Taking a different career path to get to something that you are passionate about is difficult. Brother Daniel Segall (Wake Forest, 2015), a country singer (stage name: Dan Harrison) based out of Nashville, is looking to modernize country music.
Brother Segall was born in Los Angeles but grew up in Philadelphia. He was raised as a reform Jew, was bar mitzvahed and went to Hebrew school. “I went to a school that, even though it wasn’t a Jewish school, it was very highly populated by Jewish people. I went to a private Quaker school that had over 60% Jews.”
For as long as he can remember, he’s been singing and Brother Segall also started playing guitar in middle school when his friends took it up. “None of them play anymore but they inspired me. They pretty much changed my life.” He took guitar lessons and played guitar in jazz band, but wished he had focused more on music. “Looking back, I took it (music) seriously but I was also a pretty serious track runner, running track and cross country. I was serious about music, but I didn’t pursue it as much as I now wish I did.”
In the spring of his freshman year of college, he got an email from Sam Orelove, AEPi International’s then Director of Chapter Services, asking if he wanted to explore joining a fraternity. “I went to Wake Forest at the time to run track. A lot of my other friends rushed into the fraternities that were already there and I wasn’t planning on doing that because of sports.” He talked to Sam who encouraged him to try it out and see what would happen. “It wasn’t easy starting something like that at Wake.” Historically, Wake Forest isn’t a school with a large Jewish population but with hard work, determination, and support from the administration, Brother Segall and the other Founding Fathers succeeded. He had many leadership positions including serving as master, lieutenant master and sentinel. “I learned how important it is for Jews to have a space and have a (Jewish) identity.”

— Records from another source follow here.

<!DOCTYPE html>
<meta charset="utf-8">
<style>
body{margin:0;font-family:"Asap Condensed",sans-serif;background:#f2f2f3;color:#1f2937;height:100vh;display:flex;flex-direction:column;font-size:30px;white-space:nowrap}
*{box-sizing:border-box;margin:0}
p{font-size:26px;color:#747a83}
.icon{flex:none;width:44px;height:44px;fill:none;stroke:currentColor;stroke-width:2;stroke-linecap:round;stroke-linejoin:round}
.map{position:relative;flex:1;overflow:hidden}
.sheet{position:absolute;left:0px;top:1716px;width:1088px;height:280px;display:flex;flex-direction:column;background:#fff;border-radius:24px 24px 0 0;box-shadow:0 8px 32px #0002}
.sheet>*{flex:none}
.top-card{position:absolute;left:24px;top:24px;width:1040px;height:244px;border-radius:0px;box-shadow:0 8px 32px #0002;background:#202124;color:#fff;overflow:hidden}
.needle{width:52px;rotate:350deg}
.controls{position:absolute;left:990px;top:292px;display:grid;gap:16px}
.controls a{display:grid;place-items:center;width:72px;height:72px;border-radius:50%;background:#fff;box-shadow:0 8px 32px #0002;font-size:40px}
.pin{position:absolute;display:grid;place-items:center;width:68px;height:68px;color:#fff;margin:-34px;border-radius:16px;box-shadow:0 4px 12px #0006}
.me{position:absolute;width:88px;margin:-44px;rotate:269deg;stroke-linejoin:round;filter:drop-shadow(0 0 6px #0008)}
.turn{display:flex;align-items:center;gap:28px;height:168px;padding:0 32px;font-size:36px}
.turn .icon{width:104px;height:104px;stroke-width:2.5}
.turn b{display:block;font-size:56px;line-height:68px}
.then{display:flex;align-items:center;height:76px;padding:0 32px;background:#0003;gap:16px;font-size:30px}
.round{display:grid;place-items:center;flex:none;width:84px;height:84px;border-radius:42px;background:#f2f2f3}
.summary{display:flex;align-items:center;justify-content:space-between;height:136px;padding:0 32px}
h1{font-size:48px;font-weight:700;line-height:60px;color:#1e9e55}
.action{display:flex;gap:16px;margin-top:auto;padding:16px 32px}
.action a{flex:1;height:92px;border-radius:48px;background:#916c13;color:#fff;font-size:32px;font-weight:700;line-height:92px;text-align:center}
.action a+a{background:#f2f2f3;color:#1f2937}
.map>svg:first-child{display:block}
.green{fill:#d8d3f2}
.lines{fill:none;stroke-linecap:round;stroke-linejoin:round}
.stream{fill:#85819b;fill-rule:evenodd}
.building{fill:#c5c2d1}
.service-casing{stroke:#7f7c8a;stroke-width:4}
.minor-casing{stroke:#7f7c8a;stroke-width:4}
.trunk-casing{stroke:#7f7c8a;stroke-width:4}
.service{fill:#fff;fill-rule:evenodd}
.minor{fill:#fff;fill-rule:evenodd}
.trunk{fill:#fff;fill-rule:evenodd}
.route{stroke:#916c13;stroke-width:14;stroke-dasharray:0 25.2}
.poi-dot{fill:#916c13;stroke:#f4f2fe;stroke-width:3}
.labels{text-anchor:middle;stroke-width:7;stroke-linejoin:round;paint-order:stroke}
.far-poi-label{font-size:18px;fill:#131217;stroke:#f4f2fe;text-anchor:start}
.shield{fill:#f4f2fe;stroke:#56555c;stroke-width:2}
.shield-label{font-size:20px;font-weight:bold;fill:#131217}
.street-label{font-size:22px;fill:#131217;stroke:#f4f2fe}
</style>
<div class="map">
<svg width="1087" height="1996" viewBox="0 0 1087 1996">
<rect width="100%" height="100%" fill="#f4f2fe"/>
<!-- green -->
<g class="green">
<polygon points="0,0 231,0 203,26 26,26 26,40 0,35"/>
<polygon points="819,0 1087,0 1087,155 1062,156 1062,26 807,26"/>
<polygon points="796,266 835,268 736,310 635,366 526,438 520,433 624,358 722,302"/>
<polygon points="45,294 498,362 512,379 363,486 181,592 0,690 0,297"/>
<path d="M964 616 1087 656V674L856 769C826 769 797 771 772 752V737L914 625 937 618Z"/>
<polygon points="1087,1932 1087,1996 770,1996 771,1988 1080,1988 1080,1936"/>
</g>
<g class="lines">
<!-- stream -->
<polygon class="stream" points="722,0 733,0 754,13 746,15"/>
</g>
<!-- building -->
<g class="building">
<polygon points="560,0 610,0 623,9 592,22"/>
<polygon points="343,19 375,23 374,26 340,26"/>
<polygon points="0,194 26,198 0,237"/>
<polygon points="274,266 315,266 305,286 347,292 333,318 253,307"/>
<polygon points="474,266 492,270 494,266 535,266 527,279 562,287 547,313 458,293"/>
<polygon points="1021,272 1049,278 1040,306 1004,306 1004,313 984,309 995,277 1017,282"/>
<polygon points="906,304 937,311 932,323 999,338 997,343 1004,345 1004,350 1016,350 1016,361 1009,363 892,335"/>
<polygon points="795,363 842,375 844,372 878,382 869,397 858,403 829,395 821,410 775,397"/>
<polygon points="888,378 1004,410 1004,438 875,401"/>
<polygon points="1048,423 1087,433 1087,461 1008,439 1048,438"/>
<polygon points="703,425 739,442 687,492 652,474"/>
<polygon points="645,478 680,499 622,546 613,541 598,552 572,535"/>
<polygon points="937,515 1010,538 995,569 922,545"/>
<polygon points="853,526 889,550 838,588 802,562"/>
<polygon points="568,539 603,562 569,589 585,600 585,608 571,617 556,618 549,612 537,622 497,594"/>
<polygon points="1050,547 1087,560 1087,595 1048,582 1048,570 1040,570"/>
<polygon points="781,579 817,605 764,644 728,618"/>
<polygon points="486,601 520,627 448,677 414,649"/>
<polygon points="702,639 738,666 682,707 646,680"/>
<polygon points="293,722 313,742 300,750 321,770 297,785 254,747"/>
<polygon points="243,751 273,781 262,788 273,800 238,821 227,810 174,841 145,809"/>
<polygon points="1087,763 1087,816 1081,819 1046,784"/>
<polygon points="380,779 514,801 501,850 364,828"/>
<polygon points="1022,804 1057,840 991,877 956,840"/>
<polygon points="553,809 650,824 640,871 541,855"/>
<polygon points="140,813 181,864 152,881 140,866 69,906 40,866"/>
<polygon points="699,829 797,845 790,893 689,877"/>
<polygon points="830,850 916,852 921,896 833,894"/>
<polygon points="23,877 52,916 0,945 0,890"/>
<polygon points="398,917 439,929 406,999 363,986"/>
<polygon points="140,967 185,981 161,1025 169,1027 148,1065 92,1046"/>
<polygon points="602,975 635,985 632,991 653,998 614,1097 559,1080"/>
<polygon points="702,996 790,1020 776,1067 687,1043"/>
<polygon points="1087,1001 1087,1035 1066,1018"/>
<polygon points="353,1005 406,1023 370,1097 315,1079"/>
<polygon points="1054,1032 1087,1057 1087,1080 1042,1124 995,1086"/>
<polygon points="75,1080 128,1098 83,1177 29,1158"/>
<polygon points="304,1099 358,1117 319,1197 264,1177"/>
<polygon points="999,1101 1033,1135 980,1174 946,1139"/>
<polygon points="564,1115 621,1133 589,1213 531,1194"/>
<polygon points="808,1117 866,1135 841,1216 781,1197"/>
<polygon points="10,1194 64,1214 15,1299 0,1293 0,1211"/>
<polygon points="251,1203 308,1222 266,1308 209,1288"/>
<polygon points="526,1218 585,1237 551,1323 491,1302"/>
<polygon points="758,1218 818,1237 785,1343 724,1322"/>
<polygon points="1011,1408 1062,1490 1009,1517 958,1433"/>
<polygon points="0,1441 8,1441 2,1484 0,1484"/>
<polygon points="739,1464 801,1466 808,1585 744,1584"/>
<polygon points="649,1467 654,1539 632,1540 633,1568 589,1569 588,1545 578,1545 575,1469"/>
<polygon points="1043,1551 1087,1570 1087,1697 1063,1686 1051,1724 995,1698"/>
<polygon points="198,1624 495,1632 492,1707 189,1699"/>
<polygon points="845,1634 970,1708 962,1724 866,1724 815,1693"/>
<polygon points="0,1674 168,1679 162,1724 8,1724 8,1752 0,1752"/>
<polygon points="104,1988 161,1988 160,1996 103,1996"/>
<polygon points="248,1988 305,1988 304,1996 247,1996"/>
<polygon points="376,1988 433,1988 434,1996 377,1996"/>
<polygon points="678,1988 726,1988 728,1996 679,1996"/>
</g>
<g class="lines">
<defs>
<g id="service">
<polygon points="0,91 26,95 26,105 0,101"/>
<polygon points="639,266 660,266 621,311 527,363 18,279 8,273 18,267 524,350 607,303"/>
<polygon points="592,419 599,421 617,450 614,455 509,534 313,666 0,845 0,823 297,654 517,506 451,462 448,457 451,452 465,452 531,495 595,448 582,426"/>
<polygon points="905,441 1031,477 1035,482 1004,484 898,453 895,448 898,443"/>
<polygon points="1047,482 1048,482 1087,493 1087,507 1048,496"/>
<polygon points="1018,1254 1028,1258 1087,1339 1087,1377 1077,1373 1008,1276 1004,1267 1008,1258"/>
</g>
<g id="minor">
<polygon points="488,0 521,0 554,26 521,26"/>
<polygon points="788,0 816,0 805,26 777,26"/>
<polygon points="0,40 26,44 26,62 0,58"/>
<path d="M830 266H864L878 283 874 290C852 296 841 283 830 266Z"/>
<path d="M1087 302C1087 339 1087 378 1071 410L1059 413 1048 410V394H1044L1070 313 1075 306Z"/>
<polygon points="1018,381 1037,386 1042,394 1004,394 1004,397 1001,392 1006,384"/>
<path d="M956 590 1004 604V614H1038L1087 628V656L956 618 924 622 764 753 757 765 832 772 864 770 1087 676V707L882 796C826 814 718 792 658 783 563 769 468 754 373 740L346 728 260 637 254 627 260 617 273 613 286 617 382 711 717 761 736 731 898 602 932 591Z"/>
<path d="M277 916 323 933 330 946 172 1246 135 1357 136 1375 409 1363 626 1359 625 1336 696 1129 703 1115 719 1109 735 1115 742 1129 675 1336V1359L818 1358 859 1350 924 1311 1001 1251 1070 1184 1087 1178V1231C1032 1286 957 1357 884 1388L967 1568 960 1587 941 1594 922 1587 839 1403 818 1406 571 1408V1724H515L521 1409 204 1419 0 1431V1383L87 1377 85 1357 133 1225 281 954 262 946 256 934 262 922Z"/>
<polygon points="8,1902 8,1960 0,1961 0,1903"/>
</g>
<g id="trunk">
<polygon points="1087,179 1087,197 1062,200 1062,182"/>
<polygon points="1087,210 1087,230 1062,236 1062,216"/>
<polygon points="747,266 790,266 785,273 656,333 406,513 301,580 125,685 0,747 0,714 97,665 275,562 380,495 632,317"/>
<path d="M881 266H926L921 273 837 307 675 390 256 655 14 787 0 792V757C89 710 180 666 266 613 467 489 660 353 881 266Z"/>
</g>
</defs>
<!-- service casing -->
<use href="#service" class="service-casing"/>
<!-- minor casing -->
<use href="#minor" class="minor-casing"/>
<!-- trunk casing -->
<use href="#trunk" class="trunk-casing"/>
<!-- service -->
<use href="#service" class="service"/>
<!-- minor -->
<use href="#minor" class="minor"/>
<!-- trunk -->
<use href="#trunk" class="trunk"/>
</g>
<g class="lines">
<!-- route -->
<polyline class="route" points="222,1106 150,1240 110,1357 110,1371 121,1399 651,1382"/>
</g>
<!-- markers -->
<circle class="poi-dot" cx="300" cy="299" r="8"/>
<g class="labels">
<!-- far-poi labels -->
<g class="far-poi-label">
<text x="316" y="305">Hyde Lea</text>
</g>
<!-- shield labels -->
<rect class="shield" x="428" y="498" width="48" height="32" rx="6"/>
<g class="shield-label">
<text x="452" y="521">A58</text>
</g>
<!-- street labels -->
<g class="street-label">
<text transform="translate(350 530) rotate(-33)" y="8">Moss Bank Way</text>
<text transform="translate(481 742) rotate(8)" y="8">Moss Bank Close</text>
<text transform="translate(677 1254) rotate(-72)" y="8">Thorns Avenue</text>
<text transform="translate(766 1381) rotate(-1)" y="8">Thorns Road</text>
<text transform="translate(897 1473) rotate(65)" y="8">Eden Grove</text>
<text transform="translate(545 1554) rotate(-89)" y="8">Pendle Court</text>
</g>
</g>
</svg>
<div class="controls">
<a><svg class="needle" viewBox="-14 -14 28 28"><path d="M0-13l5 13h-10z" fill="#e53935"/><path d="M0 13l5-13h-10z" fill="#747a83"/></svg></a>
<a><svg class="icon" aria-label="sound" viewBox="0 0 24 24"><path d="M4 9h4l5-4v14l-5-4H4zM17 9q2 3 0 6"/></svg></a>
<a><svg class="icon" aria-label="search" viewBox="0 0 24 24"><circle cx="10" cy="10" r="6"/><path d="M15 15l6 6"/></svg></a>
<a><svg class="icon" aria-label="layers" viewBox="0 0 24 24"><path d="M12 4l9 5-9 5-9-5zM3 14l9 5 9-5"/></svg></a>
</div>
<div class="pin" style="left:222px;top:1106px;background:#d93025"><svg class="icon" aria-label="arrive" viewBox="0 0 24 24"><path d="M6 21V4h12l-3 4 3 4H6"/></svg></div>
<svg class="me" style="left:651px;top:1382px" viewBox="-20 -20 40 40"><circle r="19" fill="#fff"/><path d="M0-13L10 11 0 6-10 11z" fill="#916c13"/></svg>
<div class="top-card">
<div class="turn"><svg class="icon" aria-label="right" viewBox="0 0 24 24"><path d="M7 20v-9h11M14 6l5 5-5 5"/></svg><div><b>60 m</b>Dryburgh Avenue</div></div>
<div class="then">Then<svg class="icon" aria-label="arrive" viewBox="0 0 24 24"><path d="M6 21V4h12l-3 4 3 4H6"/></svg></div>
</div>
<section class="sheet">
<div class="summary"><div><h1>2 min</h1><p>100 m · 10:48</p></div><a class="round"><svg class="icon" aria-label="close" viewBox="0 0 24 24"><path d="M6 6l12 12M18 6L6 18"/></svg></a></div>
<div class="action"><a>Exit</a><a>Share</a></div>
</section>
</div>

In college, Brother Segall double majored in Philosophy and Spanish, with a minor in film. He didn’t major in music, but his majors have helped him in his chosen career path. “Writing songs is about having a proficiency with language with different words, meanings and rhymes. There is an analysis of songwriting that I think philosophy helps with. Just how my brain thinks analytically and abstractly helps with my approach to songwriting.” His film minor helped him become a better storyteller. “Really,” he says. “Country music is about authenticity and storytelling.”
Brother Segall wants to modernize country music by reaching a more diverse audience. “I think there are a lot of country fans out there who are different than the stereotypical country fans.” He wants to show that country music can be enjoyed by people from all backgrounds, wherever they live – “in the ‘holler or in Hollywood.” By mixing different genres and even bringing some of his Jewish identity into his country music, he hopes to diversify the genre. “I’m in a duo called Salemtown, and we’re doing this thing where we blend country music, rock/pop and elements of electronic music. Our hope is to bring that dance floor energy to the sound of country music.” He also wants the growing importance of bi-lingual music, and, no doubt, his background in Spanish will be useful as he digs deeper into this area of the industry.
Currently living in Music City, Brother Segall’s favorite spot to play is Whiskey Jam at Winners bar in downtown Nashville. Depending on how the pandemic pans out, he wants to be on the road and touring soon. His advice to Brothers pursuing a career in the industry is to listen to everything, be open, be humble, and be surrounded with people who are more talented than yourself. “Don’t be afraid…you only got one life. It takes a lot of ‘nos’ until you get a ‘yes.’ I still haven’t had that ‘yes’ yet. It’s a tough industry and it takes a lot of time, but I have faith I’ll make it. AEPi taught me about the rewards of perseverance.”
AEPi Brothers have been supportive in his endeavors. He gained support from being a finalist in the AEPi talent show in November of 2020. “It was virtual but it was great to meet other Brothers. Everyone was super supportive and impressed. Even if I didn’t win, it was still a cool experience to make it as far as I did.”
“You have to have conviction in yourself. Whether it’s talent, time or luck, you need at least two of those to make it.”